Pour les militants syndicaux qui pensent que la CGT doit rester un syndicat de classe et de masse et ne pas se compromettre dans des « arrangements » avec un « capitalisme  triomphant », la difficulté pour un grand nombre d’entre eux est aujourd’hui de discerner le sens exact à donner à leurs luttes ou le sens exact des directives de la hiérarchie cégétiste, puisque précisément ils ne peuvent plus se référer à un projet de société clairement établi (au mieux, dans la gauche révolutionnaire, se réfère-ton à un projet politique de façon implicite – tout le monde étant supposé savoir de quoi on parle). Se référer à des valeurs générales comme la République, la laïcité, la paix ou la démocratie, ne suffit pas à éclaircir la visée politique finale du combat syndical, puisque comme je l’ai dit nos ennemis de classe se réfèrent aux mêmes valeurs. Il est donc absolument nécessaire de faire œuvre pédagogique en quelque sorte en présentant aux militants et aux citoyens en général un véritable projet de société, noir sur blanc, qui affirme les principes de la nécessité de la fin de l'exploitation de l'homme par l'homme et de la socialisation des moyens de production et d'échange. Mais en attendant ? En attendant, la véritable boussole du militant syndical, l’ossature sur laquelle doivent s’articuler toutes ses actions reste la ligne de la lutte des classes, la conviction que quoi qu’il arrive le but du capitalisme et des gouvernements à sa solde reste toujours le même : renforcer toujours plus l’exploitation des travailleurs afin de dégager toujours plus de profits.

A cet égard la Conférence sociale récemment organisée en France en est un bel exemple, puisqu’il s’agissait d’amener les syndicats à collaborer avec les patrons afin de « trouver des solutions pour réduire le coût du travail » - c’est-à-dire réduire nos salaires, par les impôts ou les prélèvements divers, etc.
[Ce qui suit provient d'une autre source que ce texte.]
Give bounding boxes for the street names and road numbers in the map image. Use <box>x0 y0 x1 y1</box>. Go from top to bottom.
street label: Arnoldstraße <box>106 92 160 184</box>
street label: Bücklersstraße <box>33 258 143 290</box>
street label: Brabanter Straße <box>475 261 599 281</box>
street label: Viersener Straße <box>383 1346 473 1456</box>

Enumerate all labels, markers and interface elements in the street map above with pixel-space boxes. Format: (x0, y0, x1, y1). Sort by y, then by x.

Lorsqu’on nous parle de « baisse du pouvoir d’achat », il ne faut pas penser simplement « baisse du pouvoir d’achat », mais bel et bien « baisse des salaires », ce qu’est en réalité une baisse du pouvoir d’achat. La baisse des salaires par tous les moyens, directs ou indirects, reste la pierre angulaire, la concrétisation majeure de la lutte des classes, c’est-à-dire de l’exploitation sans cesse accrue des travailleurs. La collaboration de nos dirigeants syndicaux à cette Conférence sociale « repose sur l'illusion que « le dialogue social » avec le pouvoir serait plus efficace que la construction d'un réel rapport de force global en confrontation directe avec lui. Ainsi on a conforté sa volonté de poursuivre et d'aggraver les contre-réformes comme on le voit avec le retour en force du prolongement de l'âge de départ à la retraite. A la stratégie globale de contre-réformes du pouvoir et du MEDEF doit correspondre une stratégie de résistance globale et du « TOUS ENSEMBLE », associé à une bataille d'idées sans concessions. » (Front Syndical de Classe, http://www.frontsyndical-classe.org/article-33286929.html)
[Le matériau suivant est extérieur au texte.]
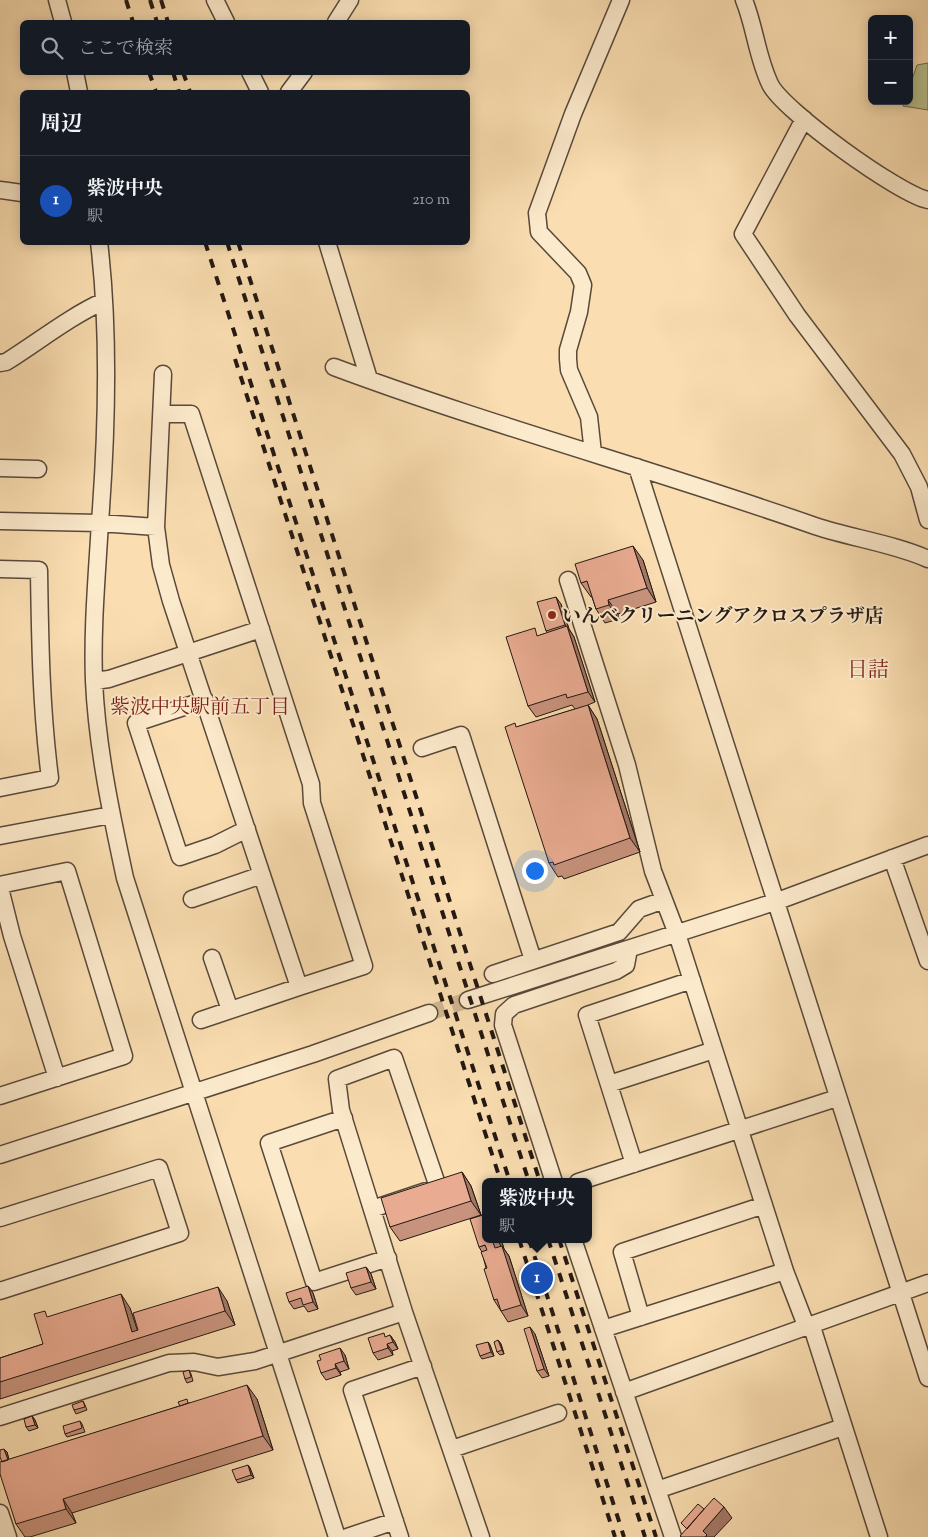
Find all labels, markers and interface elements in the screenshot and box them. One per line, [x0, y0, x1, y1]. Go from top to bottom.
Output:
map controls [868, 15, 913, 105]
button: + [868, 15, 913, 60]
search box [20, 20, 470, 75]
icon: search [38, 34, 66, 62]
text: ここで検索 [78, 36, 173, 63]
button: − [868, 60, 913, 105]
text: 周辺 [40, 110, 82, 140]
text: 紫波中央 [87, 176, 163, 203]
text: 1 [53, 189, 59, 212]
text: 210 m [412, 189, 450, 212]
text: 駅 [87, 206, 103, 229]
place label: いんべクリーニングアクロスプラザ店 [562, 604, 884, 631]
marker: いんべクリーニングアクロスプラザ店 [546, 609, 558, 621]
district label: 日詰 [847, 656, 889, 686]
district label: 紫波中央駅前五丁目 [110, 694, 290, 723]
your location [522, 858, 548, 884]
popup [482, 1178, 592, 1243]
text: 紫波中央 [499, 1186, 575, 1213]
text: 駅 [499, 1216, 515, 1239]
pin: 1 [521, 1259, 553, 1297]

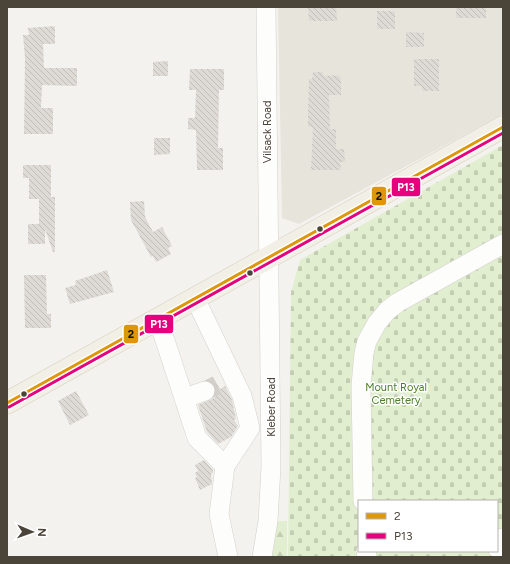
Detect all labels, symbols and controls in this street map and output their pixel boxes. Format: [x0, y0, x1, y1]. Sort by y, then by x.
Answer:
street label: Vilsack Road [261, 101, 274, 163]
line badge: P13 [391, 177, 421, 197]
text: P13 [397, 181, 415, 194]
line badge: 2 [371, 186, 387, 206]
text: 2 [376, 190, 382, 203]
unlabelled marker [315, 224, 325, 234]
unlabelled marker [245, 268, 255, 278]
line badge: P13 [144, 314, 174, 334]
text: P13 [150, 318, 168, 331]
line badge: 2 [123, 324, 139, 344]
text: 2 [128, 328, 134, 341]
street label: Kleber Road [265, 377, 278, 437]
park label: Mount Royal Cemetery [365, 381, 427, 407]
unlabelled marker [19, 389, 29, 399]
legend [358, 500, 498, 552]
text: 2 [394, 509, 401, 523]
north arrow [12, 512, 52, 552]
text: N [35, 528, 48, 537]
text: P13 [394, 529, 412, 543]

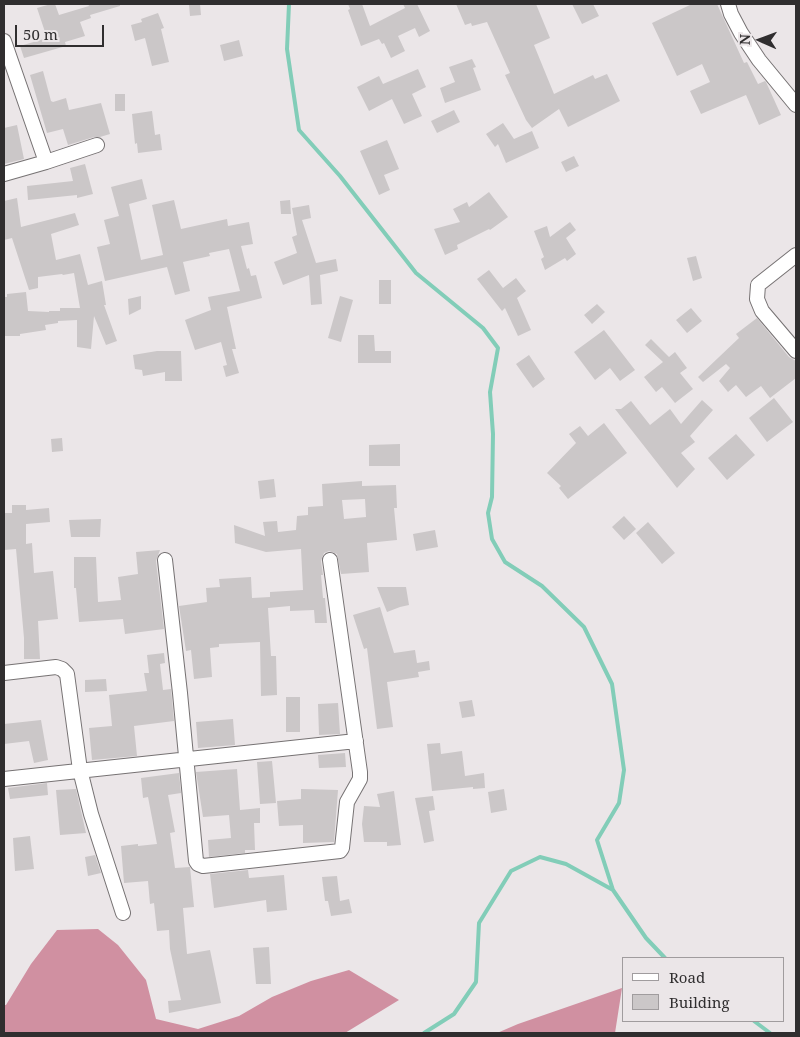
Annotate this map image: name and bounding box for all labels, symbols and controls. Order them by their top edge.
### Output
scale bar [18,15,106,47]
north arrow [735,15,785,65]
text: 50 m [23,24,58,44]
text: N [735,34,754,45]
legend [622,957,785,1022]
text: Road [669,967,705,987]
text: Building [669,992,730,1012]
Les militants de la CGT  qui pensent comme nous  que la lutte des classes est une réalité incontournable, et que comme le disait Henri Krasucki : « Rien ne fait plus de mal aux travailleurs que la collaboration de classes. Elle les désarme dans la défense de leurs intérêts et provoque la division. La lutte de classes, au contraire, est la base de l'unité, son motif le plus puissant. C'est pour la mener avec succès en rassemblant l'ensemble des travailleurs que fut fondée la CGT. Or la lutte de classes n'est pas une invention, c'est un fait. Il ne suffit pas de la nier pour qu'elle cesse : renoncer à la mener équivaut pour la classe ouvrière à se livrer pieds et poings liés à l'exploitation et à l'écrasement. », se sont regroupés au sein du Front Syndical de Classe.
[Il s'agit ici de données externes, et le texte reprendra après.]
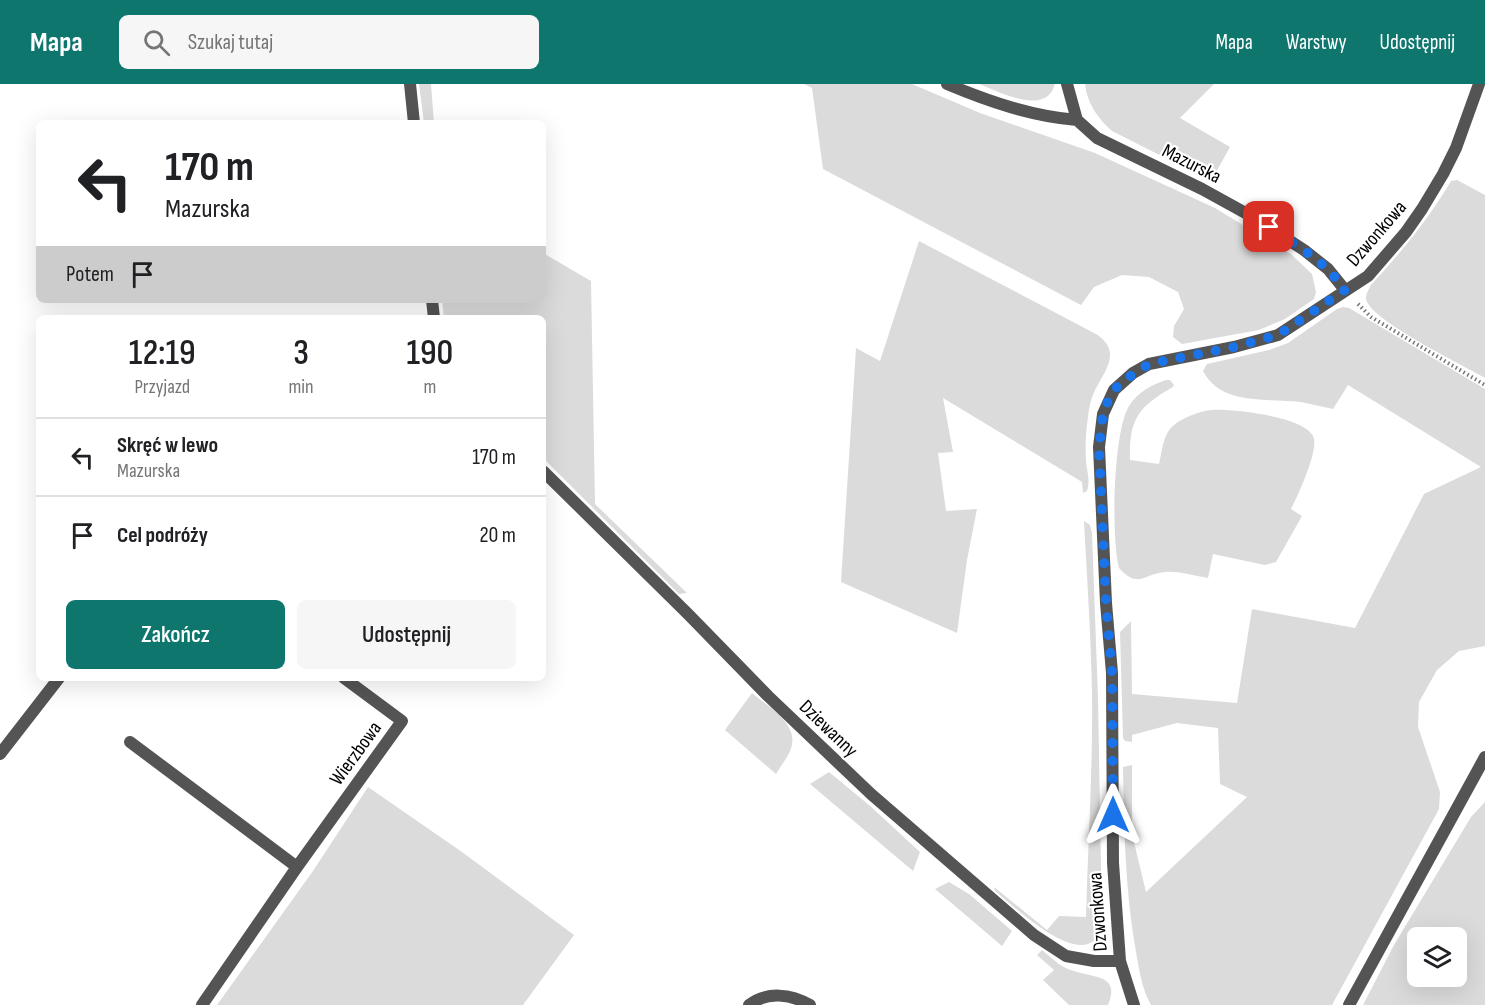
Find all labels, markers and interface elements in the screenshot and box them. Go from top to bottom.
search box [119,15,539,69]
text: Mapa [30,26,83,59]
icon: search [140,26,173,59]
text: Szukaj tutaj [188,29,273,56]
text: Mapa [1215,30,1253,55]
text: Warstwy [1286,30,1347,55]
text: Udostępnij [1380,30,1455,55]
street label: Mazurska [1158,139,1225,189]
text: 170 m [165,142,254,193]
icon: left [66,144,144,222]
text: Mazurska [165,193,250,225]
street label: Dzwonkowa [1342,196,1412,271]
pin [1243,201,1294,252]
icon: arrive [1252,210,1285,243]
icon: arrive [126,258,159,291]
text: Potem [66,261,114,288]
text: 12:19 [129,332,196,375]
text: 3 [293,332,309,375]
text: 190 [406,332,453,375]
text: Przyjazd [134,375,190,399]
text: min [288,375,314,399]
text: m [423,375,436,399]
text: Skręć w lewo [117,432,218,459]
icon: left [66,441,99,474]
text: 170 m [472,444,516,471]
text: Mazurska [117,459,180,483]
icon: arrive [66,519,99,552]
text: Cel podróży [117,522,208,549]
text: 20 m [480,522,516,549]
button: Zakończ [66,600,285,669]
button: Udostępnij [297,600,516,669]
street label: Dziewanny [794,695,863,763]
street label: Wierzbowa [325,717,387,790]
position arrow [1081,783,1145,847]
street label: Dzwonkowa [1083,872,1113,952]
map controls [1407,927,1467,987]
button: layers [1407,927,1467,987]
Dans ce cadre, le Front Syndical Santé rassemble les militants sur des thèmes plus spécifiques à la Santé. Le FSC n’est pas un syndicat, c’est une association de militants syndicaux de la CGT et de la FSU. Il ne s’agit donc pas de « remplacer » d’une façon ou d’une autre les structures existantes de la CGT, mais simplement de nous regrouper afin de nous faire entendre de nos dirigeants syndicaux et les amener à retrouver le chemin de la lutte des classes.

Camarades, ensemble nous pouvons imposer à nos dirigeants ces idées que partagent un grand nombre des militants de base.  Rejoignez-nous au Front Syndical de Classe Santé !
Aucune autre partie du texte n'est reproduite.